- **Try it**:
Look below. Copy each line that has "list" in it.
=== Excerpted data ===
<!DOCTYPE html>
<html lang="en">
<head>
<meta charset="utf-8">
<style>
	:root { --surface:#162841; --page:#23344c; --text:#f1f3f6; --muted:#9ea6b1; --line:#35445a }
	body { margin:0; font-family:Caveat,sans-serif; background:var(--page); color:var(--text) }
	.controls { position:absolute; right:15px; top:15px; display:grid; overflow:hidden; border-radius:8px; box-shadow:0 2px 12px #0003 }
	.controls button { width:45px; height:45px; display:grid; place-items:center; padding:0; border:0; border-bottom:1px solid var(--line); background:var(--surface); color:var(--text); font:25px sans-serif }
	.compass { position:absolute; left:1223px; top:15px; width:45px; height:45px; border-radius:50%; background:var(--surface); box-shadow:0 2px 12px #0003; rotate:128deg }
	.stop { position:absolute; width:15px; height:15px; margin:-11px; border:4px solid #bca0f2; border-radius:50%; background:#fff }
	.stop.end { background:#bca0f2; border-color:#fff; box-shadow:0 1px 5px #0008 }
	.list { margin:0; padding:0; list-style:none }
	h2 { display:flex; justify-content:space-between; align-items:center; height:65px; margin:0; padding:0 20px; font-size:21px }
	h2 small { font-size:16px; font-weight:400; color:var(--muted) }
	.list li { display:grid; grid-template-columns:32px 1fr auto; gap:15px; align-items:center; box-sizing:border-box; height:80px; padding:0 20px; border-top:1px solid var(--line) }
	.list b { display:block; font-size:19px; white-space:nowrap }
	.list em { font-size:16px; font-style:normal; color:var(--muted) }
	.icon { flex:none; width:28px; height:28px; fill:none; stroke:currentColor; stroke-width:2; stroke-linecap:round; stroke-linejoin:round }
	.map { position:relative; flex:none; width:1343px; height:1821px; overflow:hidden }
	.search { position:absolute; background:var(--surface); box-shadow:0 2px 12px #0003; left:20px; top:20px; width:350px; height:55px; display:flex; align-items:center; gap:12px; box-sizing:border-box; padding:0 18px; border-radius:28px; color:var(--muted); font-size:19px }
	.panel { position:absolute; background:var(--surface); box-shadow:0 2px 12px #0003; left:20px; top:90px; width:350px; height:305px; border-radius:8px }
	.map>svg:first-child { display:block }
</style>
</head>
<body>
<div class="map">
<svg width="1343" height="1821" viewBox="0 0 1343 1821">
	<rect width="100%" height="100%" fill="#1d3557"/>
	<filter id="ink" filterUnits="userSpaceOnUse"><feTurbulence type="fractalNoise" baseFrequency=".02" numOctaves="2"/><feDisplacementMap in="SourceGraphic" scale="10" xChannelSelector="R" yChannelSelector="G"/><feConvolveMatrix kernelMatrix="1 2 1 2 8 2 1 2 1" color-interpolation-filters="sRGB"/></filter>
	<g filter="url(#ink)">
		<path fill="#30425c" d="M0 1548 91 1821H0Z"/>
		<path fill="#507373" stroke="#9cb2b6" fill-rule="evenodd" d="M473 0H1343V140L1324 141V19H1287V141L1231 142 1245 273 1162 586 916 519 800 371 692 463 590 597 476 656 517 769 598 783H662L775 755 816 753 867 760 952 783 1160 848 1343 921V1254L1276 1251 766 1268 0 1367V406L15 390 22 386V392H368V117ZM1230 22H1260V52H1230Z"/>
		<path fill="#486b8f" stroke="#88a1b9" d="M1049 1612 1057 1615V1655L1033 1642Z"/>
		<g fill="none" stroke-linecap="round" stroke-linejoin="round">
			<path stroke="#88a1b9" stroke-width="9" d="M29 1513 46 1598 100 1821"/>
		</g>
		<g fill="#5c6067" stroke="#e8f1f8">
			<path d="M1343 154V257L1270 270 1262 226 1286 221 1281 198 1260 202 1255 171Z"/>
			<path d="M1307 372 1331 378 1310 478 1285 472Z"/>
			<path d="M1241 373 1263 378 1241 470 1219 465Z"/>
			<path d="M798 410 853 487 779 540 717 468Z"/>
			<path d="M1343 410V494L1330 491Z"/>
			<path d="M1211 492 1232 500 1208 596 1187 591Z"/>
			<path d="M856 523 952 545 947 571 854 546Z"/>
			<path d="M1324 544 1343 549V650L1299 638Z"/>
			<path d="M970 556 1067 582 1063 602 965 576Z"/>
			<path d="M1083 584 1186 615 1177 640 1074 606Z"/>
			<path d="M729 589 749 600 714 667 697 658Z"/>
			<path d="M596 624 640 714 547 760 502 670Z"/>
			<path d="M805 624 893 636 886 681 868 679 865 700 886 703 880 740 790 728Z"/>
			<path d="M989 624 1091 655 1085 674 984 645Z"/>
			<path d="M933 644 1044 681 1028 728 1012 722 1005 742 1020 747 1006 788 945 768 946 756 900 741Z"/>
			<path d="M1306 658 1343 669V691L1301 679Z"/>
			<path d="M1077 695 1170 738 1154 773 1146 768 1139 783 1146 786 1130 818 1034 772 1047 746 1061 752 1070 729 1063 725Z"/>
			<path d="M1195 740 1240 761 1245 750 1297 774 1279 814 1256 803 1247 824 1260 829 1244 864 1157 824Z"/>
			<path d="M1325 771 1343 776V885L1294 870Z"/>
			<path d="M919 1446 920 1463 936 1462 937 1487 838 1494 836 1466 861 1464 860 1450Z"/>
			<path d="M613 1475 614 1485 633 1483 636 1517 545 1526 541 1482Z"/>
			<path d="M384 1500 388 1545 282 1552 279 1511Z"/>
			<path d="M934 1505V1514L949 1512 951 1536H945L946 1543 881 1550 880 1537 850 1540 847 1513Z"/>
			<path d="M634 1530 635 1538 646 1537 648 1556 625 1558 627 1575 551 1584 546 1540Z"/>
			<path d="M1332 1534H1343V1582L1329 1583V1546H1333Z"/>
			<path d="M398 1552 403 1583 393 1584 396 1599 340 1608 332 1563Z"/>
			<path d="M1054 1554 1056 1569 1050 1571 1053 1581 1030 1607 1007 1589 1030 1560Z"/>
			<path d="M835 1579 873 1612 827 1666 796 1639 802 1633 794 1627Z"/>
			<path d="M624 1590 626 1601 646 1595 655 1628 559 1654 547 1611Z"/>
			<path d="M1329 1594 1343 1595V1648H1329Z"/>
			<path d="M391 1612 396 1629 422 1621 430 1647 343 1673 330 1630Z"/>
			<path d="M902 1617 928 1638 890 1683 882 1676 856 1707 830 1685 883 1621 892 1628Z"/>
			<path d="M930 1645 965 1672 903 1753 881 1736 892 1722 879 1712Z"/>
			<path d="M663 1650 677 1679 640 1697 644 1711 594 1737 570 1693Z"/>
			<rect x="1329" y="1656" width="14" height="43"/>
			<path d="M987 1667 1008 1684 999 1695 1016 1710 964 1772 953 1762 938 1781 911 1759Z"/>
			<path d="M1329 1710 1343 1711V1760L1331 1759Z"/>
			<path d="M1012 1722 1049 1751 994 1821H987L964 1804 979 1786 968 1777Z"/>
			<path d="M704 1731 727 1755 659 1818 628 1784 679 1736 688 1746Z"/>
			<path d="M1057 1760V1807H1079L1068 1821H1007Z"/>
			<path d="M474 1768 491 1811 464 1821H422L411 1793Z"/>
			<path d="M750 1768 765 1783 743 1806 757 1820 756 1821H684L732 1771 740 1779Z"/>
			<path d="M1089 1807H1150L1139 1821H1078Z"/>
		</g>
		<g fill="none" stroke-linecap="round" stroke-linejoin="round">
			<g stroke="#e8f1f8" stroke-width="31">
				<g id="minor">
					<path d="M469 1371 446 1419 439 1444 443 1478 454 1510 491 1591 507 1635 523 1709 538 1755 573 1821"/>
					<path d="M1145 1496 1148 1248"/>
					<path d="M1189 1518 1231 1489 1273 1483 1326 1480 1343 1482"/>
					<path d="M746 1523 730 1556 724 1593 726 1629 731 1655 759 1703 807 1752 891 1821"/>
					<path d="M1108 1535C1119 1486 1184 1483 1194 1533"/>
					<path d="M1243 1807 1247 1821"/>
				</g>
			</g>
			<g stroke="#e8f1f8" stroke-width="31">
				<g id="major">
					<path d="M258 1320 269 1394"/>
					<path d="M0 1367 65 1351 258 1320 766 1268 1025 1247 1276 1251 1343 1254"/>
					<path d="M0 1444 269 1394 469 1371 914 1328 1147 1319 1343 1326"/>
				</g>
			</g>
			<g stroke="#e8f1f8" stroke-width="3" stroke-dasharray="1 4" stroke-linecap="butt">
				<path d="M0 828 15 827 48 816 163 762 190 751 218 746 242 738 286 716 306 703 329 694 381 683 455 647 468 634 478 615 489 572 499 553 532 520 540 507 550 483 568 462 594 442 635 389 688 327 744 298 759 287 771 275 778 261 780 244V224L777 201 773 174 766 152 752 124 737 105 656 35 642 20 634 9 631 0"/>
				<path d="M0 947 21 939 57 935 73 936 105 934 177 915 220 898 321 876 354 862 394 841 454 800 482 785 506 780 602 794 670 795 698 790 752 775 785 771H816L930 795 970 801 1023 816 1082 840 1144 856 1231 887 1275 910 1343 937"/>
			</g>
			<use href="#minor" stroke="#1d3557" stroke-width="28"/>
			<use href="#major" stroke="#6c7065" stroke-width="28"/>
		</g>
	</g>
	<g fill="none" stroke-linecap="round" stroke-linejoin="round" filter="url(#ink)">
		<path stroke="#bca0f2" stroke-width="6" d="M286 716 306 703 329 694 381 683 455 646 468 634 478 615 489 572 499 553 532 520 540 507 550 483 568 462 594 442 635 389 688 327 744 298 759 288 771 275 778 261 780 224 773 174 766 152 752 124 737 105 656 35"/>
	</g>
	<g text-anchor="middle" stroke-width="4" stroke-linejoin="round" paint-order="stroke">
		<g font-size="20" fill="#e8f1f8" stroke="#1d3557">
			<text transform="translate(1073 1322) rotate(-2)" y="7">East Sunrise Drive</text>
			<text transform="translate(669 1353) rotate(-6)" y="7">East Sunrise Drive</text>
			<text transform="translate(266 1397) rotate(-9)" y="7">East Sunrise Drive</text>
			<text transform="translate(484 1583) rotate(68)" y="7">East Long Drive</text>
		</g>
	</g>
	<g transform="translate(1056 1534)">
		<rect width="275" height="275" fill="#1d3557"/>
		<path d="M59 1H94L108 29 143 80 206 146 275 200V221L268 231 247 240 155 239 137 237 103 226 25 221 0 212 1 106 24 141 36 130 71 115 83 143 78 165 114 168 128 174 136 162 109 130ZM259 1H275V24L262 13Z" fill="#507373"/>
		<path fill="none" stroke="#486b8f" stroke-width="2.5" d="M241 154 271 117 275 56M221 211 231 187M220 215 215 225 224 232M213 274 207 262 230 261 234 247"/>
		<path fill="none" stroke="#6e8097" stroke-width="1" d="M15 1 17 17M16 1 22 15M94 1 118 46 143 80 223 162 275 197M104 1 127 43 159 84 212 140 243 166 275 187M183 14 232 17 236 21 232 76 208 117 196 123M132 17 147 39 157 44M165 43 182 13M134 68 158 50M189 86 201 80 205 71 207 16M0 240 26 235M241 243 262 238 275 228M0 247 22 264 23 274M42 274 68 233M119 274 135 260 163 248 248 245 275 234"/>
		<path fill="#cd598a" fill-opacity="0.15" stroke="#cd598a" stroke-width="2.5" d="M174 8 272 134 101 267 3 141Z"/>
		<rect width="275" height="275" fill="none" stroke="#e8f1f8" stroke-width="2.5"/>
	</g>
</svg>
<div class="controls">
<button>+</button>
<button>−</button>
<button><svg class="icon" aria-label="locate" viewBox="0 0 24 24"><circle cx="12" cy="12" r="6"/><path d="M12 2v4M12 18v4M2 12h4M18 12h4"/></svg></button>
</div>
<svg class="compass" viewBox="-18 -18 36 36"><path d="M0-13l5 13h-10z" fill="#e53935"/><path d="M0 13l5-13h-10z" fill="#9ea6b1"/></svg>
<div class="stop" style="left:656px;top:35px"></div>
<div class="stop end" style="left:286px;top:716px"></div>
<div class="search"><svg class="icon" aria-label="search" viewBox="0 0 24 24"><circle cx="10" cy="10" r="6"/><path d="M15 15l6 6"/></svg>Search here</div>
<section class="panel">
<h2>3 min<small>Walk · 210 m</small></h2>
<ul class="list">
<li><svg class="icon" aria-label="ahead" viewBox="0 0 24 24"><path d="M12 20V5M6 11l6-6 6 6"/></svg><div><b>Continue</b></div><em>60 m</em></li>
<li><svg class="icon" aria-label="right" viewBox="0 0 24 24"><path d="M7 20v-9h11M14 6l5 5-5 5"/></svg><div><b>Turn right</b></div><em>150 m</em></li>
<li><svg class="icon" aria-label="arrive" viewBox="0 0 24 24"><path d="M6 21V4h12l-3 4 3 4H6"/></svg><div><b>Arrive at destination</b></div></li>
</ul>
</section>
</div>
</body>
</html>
===
- **Answer below**:
	.list { margin:0; padding:0; list-style:none }
	.list li { display:grid; grid-template-columns:32px 1fr auto; gap:15px; align-items:center; box-sizing:border-box; height:80px; padding:0 20px; border-top:1px solid var(--line) }
	.list b { display:block; font-size:19px; white-space:nowrap }
	.list em { font-size:16px; font-style:normal; color:var(--muted) }
<ul class="list">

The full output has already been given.